Required action: Find the word "this" in the records below. List each line containing it.

Dataset entries:

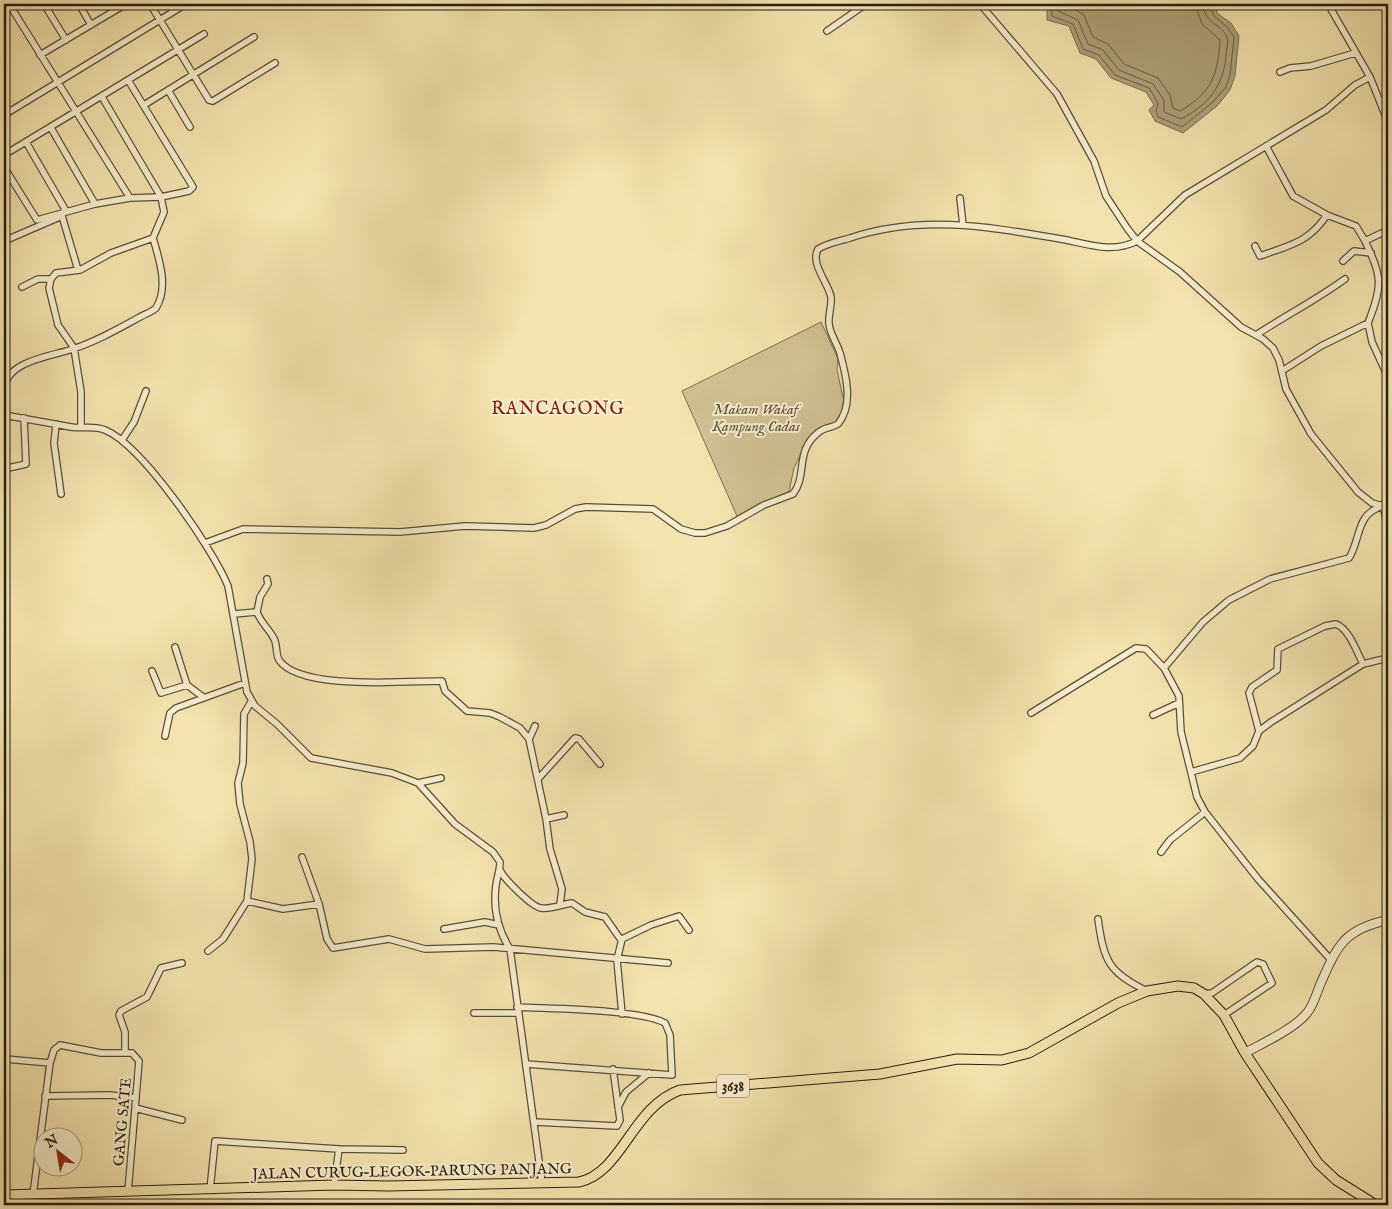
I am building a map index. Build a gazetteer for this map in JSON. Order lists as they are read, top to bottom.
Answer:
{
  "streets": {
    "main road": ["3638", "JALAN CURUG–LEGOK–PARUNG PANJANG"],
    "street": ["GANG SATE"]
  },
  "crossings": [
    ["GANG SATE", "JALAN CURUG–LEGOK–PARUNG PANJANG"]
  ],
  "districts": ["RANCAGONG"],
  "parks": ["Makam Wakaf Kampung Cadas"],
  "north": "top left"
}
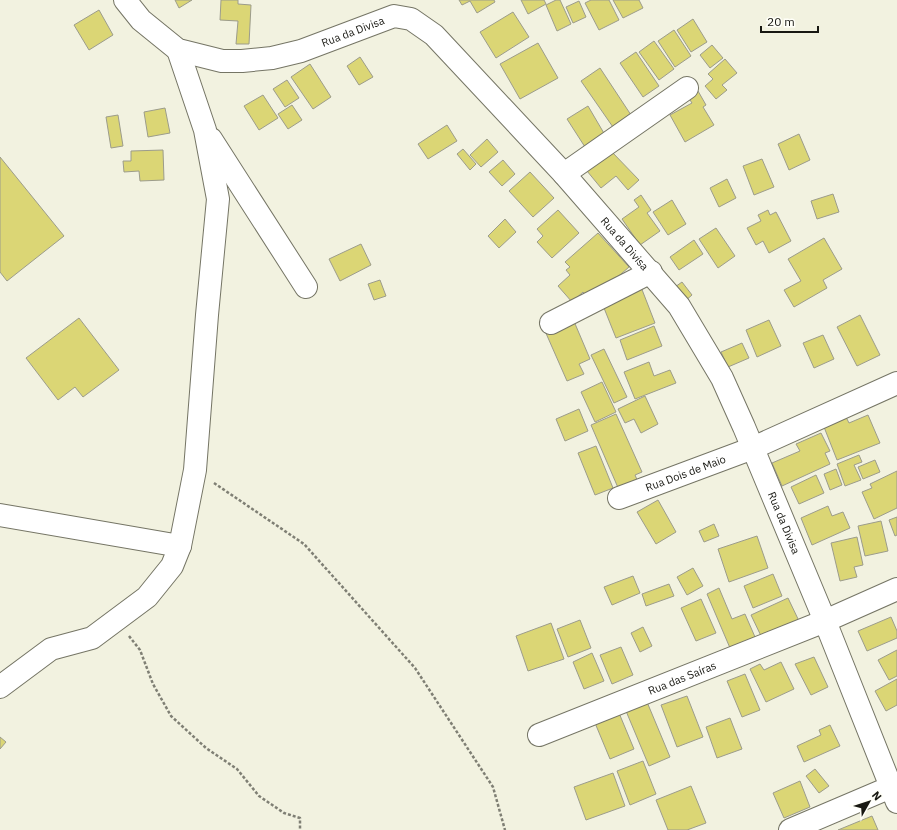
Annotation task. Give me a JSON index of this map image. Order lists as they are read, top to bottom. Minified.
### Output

Reply to the task:
I am building a map index. Build a gazetteer for this map in JSON. Order lists as they are read, top to bottom.
Annotation task. Give me a JSON index of this map image. Order lists as they are read, top to bottom. Minified.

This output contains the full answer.